→ **Task item**: Each entry is to be retyped without alteration, and no picture is to be included.

→ **Dataset entries**:
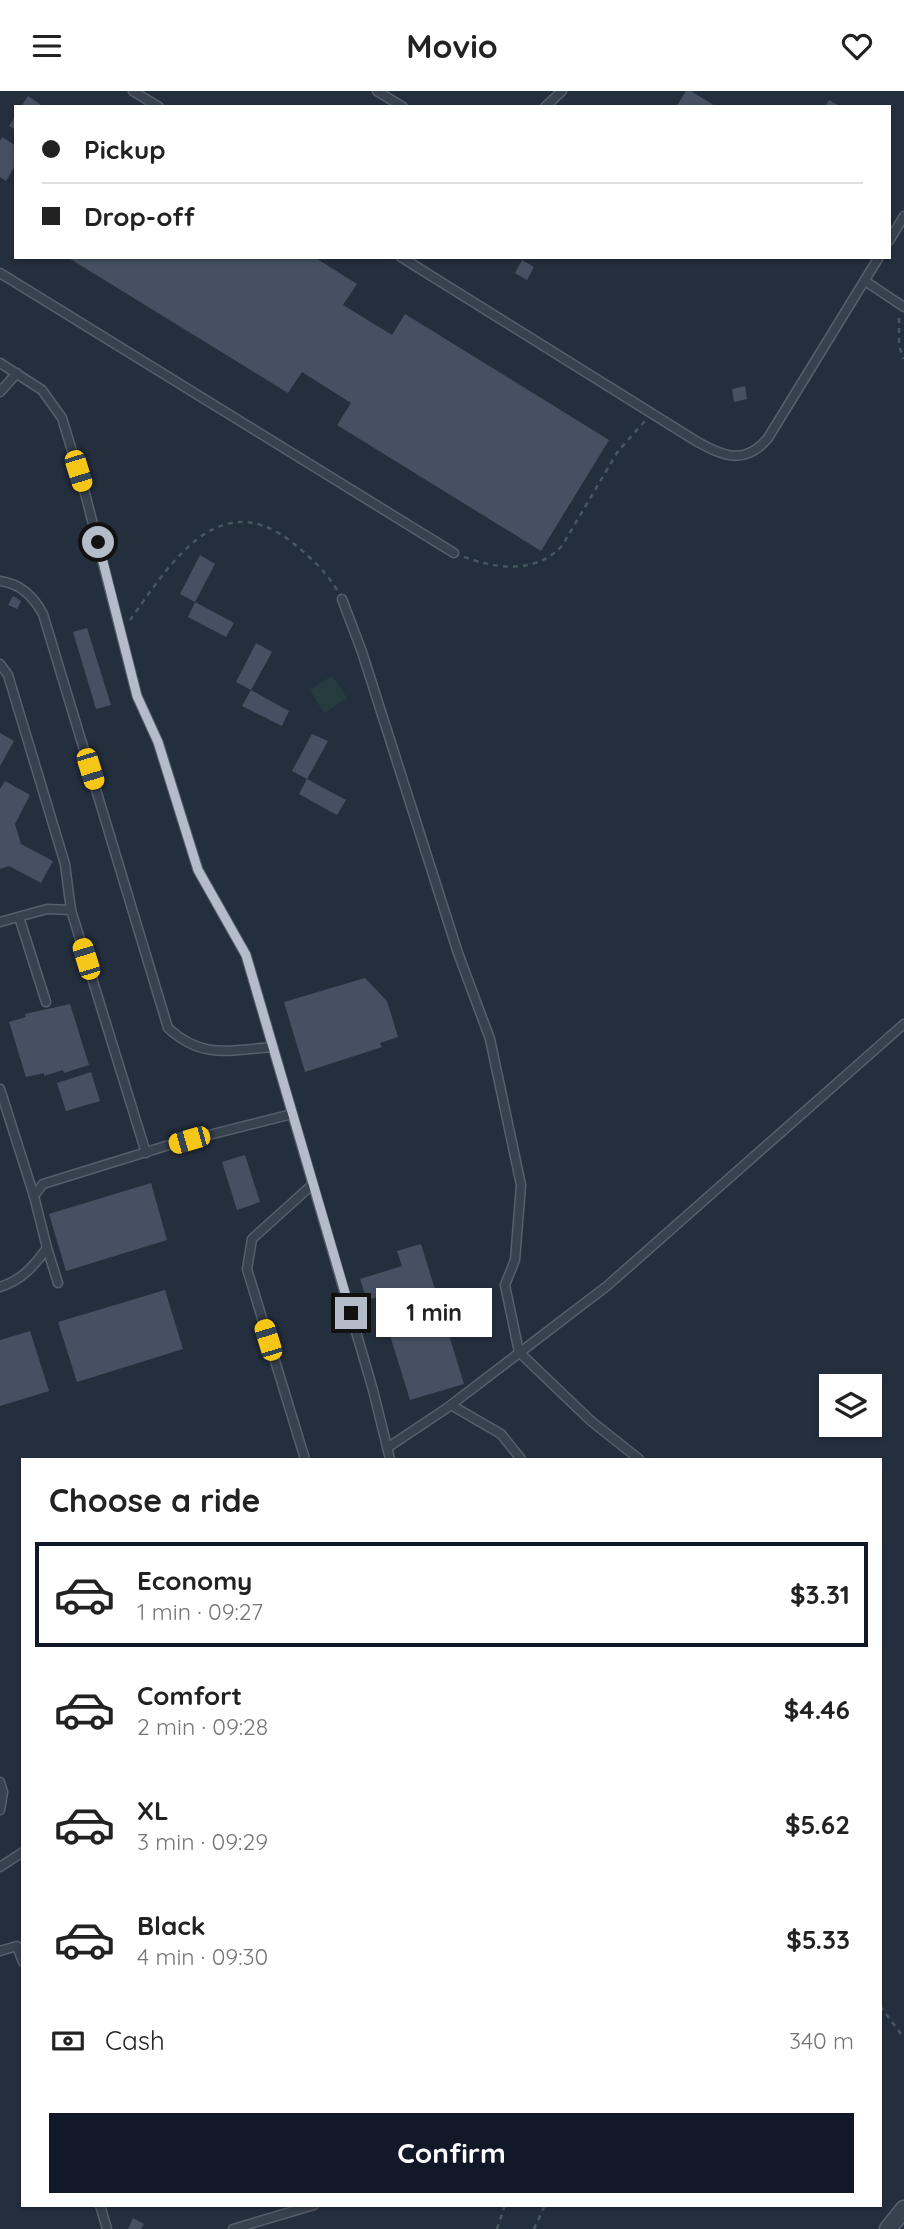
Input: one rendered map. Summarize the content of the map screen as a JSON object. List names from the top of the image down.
{
  "page": {
    "header": "Movio",
    "banner": ["Pickup", "Drop-off"],
    "bubble": "1 min",
    "heading": "Choose a ride",
    "list": [
      {
        "name": "Economy",
        "note": "1 min · 09:27",
        "value": "$3.31"
      },
      {
        "name": "Comfort",
        "note": "2 min · 09:28",
        "value": "$4.46"
      },
      {
        "name": "XL",
        "note": "3 min · 09:29",
        "value": "$5.62"
      },
      {
        "name": "Black",
        "note": "4 min · 09:30",
        "value": "$5.33"
      }
    ],
    "pay": ["Cash", "340 m"],
    "buttons": "Confirm"
  }
}
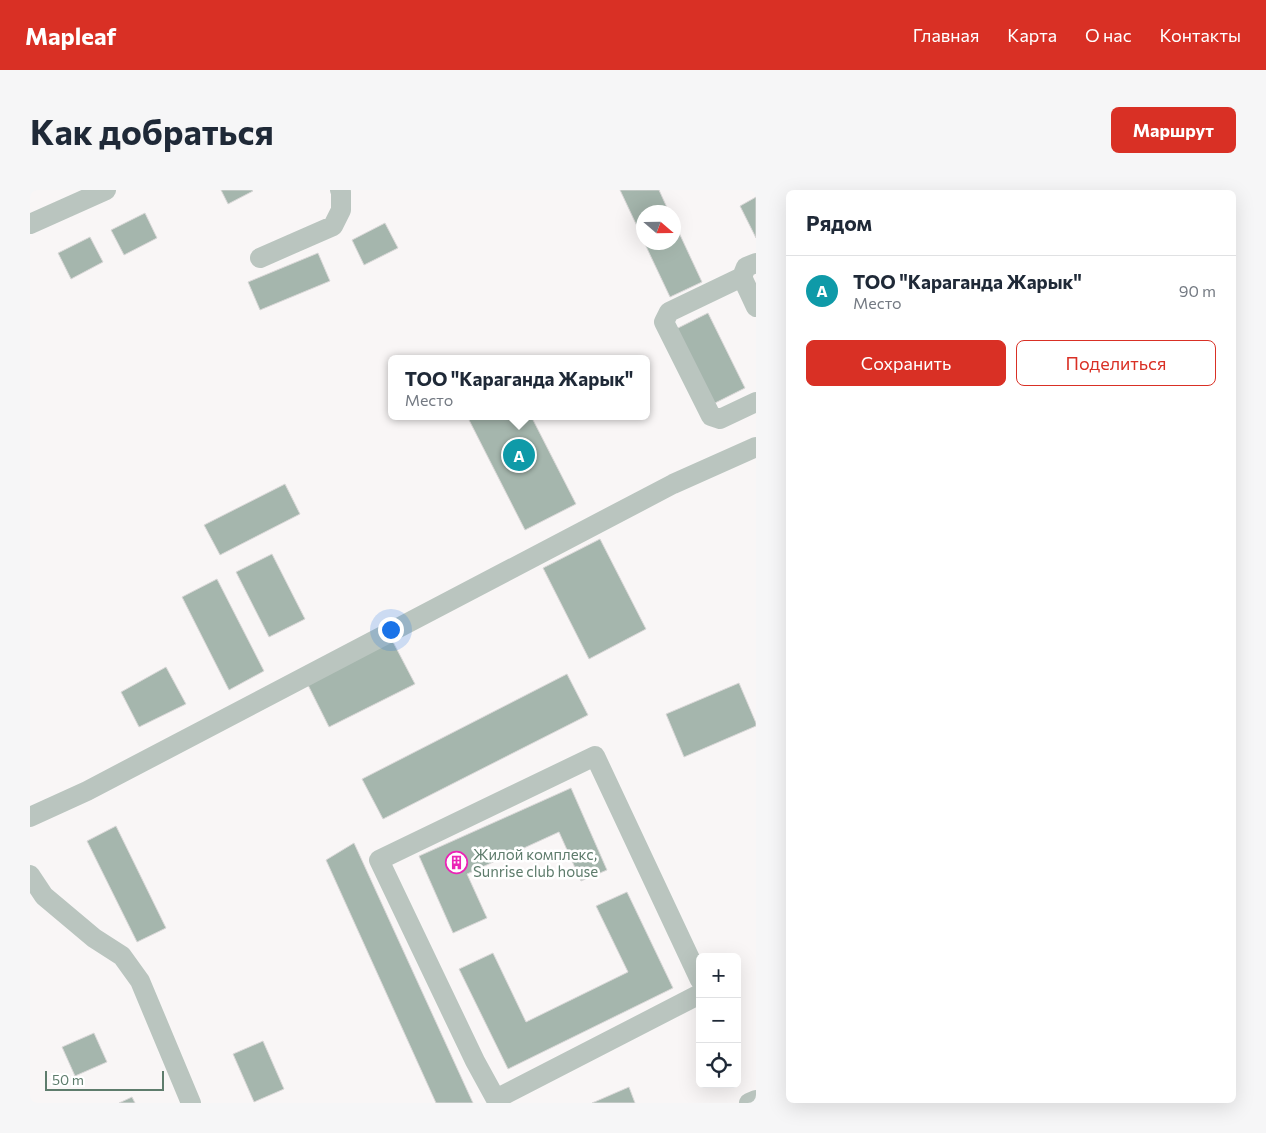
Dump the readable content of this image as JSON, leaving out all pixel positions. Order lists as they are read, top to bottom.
{
  "places": {
    "building": ["Жилой комплекс, Sunrise club house"]
  },
  "scale_bar": "50 m",
  "north": "right",
  "page": {
    "header": "Mapleaf",
    "nav": [
      "Главная",
      "Карта",
      "О нас",
      "Контакты"
    ],
    "buttons": [
      "Маршрут",
      ["Сохранить", "Поделиться"]
    ],
    "title": "Как добраться",
    "heading": "Рядом",
    "list": [
      {
        "mark": "A",
        "name": "ТОО \"Караганда Жарык\"",
        "note": "Место",
        "value": "90 m"
      }
    ],
    "popup": ["ТОО \"Караганда Жарык\"", "Место"],
    "pins": "A",
    "map_buttons": ["+", "−"],
    "scale": "50 m"
  }
}
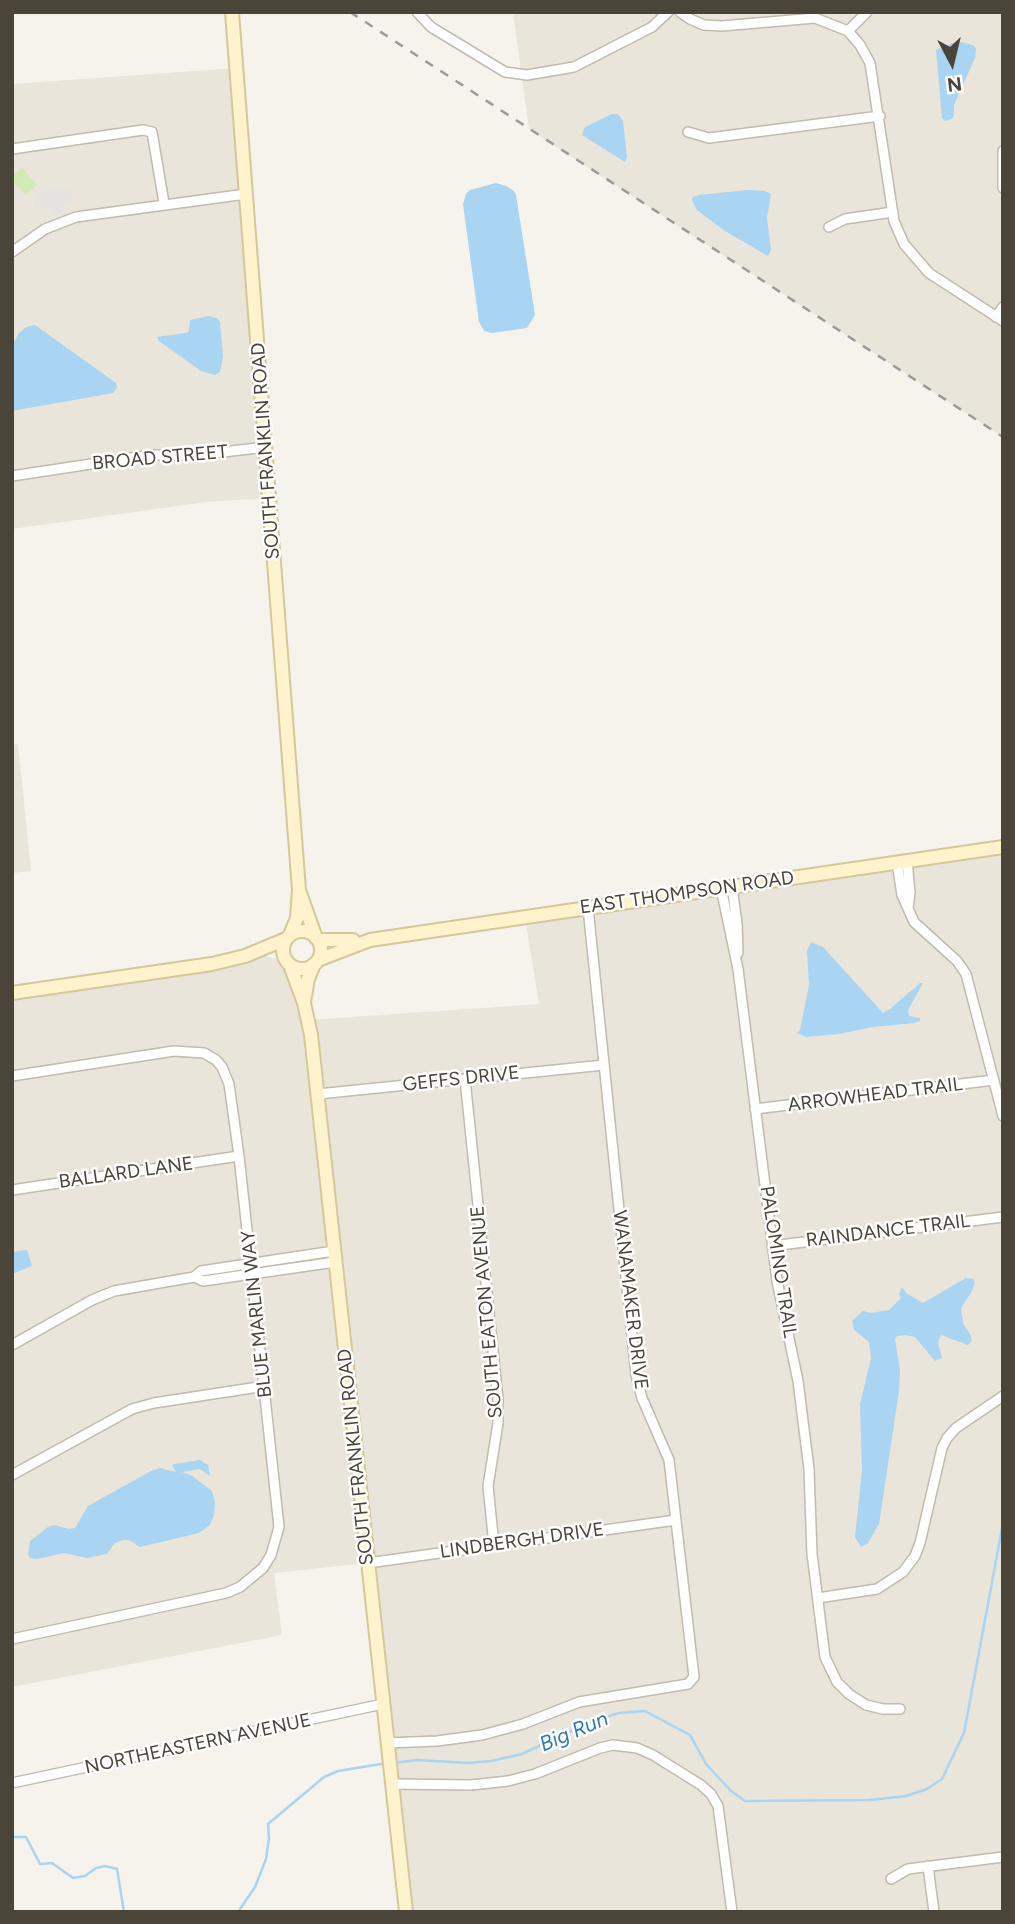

→ **Response area**:
Input: one rendered map. Summarize the content of the map screen as a JSON object. List names from the top of the image down.
{
  "page": {
    "header": "Movio",
    "banner": ["Pickup", "Drop-off"],
    "bubble": "1 min",
    "heading": "Choose a ride",
    "list": [
      {
        "name": "Economy",
        "note": "1 min · 09:27",
        "value": "$3.31"
      },
      {
        "name": "Comfort",
        "note": "2 min · 09:28",
        "value": "$4.46"
      },
      {
        "name": "XL",
        "note": "3 min · 09:29",
        "value": "$5.62"
      },
      {
        "name": "Black",
        "note": "4 min · 09:30",
        "value": "$5.33"
      }
    ],
    "pay": ["Cash", "340 m"],
    "buttons": "Confirm"
  }
}
Dump the readable content of this image as JSON, leaving out all pixel positions. Order lists as they are read, top to bottom.
{
  "places": {
    "building": ["Жилой комплекс, Sunrise club house"]
  },
  "scale_bar": "50 m",
  "north": "right",
  "page": {
    "header": "Mapleaf",
    "nav": [
      "Главная",
      "Карта",
      "О нас",
      "Контакты"
    ],
    "buttons": [
      "Маршрут",
      ["Сохранить", "Поделиться"]
    ],
    "title": "Как добраться",
    "heading": "Рядом",
    "list": [
      {
        "mark": "A",
        "name": "ТОО \"Караганда Жарык\"",
        "note": "Место",
        "value": "90 m"
      }
    ],
    "popup": ["ТОО \"Караганда Жарык\"", "Место"],
    "pins": "A",
    "map_buttons": ["+", "−"],
    "scale": "50 m"
  }
}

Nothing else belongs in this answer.